Nell'arte
Gesù e il pubblicano Zaccheo
di Gian Carlo Olcuire | 30 ottobre 2016
La prima conversione è quella di Gesù verso Zaccheo: è Gesù che si interessa a lui, che ha voglia di andarlo a trovare. Mentre Zaccheo, all'inizio, ha solo molta curiosità. È dopo il movimento di Gesù che Zaccheo si muove davvero.

Zaccheo

GESÙ E IL PUBBLICANO ZACCHEO

Antonio Miccichè, 2007, Lezionario domenicale e festivo della Chiesa cattolica italiana

«Scendi subito, perché oggi devo fermarmi a casa tua [...]. Il Figlio dell'uomo è venuto a cercare e a salvare ciò che era perduto». Lc 19,1-10

 

La cosa più notevole di quest'opera è l'inquadratura. Invece di enfatizzare un dettaglio, puntando sull'aspetto della storia più originale (Zaccheo sull'albero) o più poetico (lo sguardo di Gesù su Zaccheo), l'artista - a sorpresa - sceglie un campo lungo. Per darci, con Gesù e Zaccheo, l'intera popolazione della città.

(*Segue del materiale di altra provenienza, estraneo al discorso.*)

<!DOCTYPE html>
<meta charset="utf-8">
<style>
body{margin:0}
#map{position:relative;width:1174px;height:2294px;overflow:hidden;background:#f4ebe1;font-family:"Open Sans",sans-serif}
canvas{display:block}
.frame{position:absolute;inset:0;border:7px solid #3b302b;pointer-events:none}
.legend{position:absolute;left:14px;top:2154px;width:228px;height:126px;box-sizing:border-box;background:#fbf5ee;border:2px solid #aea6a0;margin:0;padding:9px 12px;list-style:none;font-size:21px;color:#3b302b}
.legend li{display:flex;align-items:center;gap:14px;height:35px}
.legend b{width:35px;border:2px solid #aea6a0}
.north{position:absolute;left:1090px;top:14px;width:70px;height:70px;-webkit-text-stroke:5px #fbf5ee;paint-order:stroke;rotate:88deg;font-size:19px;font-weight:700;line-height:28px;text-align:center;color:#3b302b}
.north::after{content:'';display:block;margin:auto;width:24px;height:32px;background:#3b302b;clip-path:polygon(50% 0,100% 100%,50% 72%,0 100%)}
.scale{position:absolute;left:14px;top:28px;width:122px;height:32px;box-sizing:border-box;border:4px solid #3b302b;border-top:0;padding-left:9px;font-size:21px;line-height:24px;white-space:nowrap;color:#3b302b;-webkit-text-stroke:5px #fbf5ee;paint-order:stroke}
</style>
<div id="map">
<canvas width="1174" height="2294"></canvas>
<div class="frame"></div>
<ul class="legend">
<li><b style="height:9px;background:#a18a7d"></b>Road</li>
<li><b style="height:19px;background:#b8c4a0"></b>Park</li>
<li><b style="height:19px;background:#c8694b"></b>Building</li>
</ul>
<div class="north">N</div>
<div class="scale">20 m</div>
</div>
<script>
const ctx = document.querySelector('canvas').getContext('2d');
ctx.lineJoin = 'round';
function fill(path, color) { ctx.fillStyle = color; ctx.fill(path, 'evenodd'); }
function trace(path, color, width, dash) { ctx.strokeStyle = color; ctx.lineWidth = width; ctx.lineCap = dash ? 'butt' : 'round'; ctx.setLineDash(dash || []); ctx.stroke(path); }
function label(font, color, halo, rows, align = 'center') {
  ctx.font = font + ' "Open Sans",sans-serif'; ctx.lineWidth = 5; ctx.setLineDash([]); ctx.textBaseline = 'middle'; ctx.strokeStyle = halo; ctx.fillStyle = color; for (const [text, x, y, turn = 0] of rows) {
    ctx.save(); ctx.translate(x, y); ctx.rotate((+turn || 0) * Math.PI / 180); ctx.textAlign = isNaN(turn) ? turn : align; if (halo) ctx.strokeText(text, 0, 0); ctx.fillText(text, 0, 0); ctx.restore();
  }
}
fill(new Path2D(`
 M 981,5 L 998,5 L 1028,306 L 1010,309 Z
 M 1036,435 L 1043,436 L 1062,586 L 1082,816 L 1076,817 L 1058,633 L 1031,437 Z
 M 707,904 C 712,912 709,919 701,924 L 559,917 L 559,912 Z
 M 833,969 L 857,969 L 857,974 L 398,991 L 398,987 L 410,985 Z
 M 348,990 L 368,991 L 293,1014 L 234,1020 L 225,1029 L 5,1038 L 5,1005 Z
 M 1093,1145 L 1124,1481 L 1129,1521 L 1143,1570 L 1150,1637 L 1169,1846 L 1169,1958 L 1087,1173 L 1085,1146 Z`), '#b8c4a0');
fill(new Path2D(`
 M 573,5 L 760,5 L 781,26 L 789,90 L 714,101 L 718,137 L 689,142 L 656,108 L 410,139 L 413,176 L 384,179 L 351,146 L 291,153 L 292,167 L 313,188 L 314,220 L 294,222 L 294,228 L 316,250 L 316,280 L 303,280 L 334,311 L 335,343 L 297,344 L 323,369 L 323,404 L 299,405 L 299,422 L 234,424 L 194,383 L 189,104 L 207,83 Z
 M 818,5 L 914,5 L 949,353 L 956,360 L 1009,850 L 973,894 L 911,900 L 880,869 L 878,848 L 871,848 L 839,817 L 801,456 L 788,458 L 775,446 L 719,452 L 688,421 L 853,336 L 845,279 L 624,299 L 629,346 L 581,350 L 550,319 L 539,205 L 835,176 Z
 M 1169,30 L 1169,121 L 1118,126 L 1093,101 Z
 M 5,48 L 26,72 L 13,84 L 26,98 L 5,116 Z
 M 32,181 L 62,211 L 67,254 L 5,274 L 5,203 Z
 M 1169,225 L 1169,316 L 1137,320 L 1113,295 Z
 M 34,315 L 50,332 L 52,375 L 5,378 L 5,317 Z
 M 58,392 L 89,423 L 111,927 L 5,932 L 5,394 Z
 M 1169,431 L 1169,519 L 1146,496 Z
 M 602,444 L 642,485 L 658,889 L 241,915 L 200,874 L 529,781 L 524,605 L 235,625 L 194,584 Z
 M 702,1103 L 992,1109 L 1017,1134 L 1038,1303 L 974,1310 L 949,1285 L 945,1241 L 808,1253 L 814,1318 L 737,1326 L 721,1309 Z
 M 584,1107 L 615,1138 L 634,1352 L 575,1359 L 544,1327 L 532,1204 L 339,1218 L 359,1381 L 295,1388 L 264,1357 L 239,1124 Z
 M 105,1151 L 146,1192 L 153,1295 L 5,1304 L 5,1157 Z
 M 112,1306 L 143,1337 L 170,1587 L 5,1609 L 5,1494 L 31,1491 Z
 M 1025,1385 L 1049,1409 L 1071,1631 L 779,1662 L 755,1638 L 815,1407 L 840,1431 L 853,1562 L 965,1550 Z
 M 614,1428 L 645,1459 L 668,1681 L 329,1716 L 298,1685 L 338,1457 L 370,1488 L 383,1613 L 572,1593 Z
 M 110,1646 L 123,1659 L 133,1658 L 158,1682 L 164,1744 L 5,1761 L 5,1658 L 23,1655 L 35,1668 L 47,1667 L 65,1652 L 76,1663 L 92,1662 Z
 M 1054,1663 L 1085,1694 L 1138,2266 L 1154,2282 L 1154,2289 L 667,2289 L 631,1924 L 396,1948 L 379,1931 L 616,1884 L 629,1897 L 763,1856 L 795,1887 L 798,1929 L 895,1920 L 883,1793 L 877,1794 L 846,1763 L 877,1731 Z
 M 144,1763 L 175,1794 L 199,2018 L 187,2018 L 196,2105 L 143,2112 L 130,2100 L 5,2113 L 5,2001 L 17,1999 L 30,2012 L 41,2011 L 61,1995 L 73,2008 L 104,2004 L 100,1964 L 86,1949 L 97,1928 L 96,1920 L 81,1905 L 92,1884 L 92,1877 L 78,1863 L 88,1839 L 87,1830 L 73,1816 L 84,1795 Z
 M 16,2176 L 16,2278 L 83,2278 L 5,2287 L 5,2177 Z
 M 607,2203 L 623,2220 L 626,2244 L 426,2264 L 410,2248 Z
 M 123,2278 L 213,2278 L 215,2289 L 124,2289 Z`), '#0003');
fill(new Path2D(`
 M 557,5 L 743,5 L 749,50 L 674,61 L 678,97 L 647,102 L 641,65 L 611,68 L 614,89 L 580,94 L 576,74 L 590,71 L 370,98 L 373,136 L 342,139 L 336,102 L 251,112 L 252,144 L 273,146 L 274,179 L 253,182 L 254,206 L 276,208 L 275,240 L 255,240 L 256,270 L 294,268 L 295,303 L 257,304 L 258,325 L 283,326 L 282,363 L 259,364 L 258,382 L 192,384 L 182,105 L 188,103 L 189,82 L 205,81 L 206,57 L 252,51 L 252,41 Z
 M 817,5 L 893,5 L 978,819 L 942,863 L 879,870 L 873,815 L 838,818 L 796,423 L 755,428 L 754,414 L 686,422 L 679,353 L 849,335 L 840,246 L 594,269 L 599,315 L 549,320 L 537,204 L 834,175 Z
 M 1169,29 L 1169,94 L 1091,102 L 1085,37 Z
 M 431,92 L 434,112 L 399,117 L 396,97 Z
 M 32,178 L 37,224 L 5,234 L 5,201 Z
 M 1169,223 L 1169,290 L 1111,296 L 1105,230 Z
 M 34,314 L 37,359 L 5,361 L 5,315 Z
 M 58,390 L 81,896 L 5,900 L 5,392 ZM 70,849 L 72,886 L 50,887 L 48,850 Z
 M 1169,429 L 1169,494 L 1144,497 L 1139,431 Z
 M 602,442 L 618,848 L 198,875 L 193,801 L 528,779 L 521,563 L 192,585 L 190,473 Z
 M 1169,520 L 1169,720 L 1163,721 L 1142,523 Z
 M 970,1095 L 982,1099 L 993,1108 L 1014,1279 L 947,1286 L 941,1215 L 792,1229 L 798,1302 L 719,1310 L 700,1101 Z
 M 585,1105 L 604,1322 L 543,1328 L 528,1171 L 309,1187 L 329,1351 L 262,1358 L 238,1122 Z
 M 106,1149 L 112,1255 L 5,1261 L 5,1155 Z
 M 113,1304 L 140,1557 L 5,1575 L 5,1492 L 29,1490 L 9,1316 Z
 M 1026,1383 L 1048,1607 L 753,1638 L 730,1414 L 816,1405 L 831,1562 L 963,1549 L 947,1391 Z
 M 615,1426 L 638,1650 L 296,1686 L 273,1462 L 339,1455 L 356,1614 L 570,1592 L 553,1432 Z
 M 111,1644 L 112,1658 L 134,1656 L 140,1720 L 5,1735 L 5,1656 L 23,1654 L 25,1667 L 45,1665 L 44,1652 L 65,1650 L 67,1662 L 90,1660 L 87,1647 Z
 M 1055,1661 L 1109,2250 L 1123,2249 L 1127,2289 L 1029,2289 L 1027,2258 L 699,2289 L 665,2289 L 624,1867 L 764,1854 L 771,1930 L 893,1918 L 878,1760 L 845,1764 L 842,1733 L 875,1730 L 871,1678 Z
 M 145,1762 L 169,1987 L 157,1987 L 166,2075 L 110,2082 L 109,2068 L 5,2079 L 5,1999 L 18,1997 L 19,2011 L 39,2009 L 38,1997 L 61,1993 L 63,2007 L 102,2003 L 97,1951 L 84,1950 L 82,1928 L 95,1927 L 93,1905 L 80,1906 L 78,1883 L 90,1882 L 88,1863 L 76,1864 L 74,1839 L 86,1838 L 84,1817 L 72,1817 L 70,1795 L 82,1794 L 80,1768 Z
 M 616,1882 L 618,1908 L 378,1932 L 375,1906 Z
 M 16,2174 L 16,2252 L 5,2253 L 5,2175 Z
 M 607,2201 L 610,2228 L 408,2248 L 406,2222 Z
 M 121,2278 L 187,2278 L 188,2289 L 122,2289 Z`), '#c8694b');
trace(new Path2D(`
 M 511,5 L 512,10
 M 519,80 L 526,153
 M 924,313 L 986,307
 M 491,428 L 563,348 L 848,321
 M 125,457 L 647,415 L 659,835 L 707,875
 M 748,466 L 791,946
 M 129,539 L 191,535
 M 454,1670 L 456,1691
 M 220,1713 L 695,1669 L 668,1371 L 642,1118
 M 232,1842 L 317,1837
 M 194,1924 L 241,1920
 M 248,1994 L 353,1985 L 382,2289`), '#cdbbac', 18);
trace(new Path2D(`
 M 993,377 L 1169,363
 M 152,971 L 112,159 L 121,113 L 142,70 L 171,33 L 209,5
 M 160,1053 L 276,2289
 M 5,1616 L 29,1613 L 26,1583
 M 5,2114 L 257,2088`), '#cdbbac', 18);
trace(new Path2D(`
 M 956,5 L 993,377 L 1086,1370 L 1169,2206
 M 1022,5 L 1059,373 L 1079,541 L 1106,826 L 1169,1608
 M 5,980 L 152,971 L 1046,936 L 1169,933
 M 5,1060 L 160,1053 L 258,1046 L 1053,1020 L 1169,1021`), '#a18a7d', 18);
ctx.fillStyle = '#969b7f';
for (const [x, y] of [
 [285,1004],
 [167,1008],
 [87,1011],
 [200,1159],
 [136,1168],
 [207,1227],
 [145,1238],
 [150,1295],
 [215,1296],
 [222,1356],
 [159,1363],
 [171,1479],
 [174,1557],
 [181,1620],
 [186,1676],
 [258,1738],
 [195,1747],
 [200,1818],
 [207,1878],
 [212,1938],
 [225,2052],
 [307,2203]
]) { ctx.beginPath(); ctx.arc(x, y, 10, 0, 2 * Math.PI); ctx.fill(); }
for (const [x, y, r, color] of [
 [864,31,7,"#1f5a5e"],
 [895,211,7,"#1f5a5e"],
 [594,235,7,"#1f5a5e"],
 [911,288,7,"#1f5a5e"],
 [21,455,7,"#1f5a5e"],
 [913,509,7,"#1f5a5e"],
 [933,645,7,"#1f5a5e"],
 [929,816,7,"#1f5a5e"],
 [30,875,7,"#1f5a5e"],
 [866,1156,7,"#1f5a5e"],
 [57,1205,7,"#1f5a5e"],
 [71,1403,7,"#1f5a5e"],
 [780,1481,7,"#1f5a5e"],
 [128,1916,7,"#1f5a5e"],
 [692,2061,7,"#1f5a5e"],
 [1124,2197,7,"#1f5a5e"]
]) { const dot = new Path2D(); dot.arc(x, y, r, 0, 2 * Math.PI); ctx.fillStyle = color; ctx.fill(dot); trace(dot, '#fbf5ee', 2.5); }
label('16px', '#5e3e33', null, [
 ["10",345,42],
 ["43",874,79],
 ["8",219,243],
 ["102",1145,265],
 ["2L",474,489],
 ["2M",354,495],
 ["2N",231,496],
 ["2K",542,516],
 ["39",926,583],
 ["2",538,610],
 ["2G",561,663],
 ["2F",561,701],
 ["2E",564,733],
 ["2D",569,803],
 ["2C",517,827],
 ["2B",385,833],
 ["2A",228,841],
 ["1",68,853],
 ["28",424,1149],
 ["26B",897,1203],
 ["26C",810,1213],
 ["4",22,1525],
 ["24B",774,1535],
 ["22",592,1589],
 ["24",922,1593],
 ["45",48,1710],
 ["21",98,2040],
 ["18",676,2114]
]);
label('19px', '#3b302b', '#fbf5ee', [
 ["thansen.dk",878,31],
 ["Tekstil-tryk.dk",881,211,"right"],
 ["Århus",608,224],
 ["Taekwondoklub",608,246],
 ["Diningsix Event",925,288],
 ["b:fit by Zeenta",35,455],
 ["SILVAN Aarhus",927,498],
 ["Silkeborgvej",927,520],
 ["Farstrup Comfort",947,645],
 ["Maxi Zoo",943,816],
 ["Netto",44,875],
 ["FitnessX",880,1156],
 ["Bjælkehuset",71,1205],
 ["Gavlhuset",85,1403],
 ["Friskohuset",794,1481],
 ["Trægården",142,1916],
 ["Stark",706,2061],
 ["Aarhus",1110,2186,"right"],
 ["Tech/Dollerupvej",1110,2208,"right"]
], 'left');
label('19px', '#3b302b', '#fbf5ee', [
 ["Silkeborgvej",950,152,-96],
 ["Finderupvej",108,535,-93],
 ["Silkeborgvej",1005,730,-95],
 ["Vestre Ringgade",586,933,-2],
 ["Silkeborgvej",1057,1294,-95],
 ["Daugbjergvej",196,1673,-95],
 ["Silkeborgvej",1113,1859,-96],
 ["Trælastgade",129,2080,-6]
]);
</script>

Si tratta di una Gerico contemporanea, nuovamente espugnata senz'armi. Stavolta dal conquistatore più grande che c'è: colui che perdona. Riusciamo a intravederlo, grazie a un raggio di sole che squarcia le nubi, mentre - a braccio teso - si rivolge al piccolo uomo sul sicomoro. E, nello stesso tempo, ci accorgiamo di tanti altri piccoli uomini... che siamo noi. Tutti contemplati da Gesù: osservati a lungo, con attenzione e con benevolenza (come fu per Natanaele sotto il fico), non tenuti d'occhio. Tutti visitati nelle nostre abitazioni e nelle nostre relazioni. Tutti perdonati a prescindere.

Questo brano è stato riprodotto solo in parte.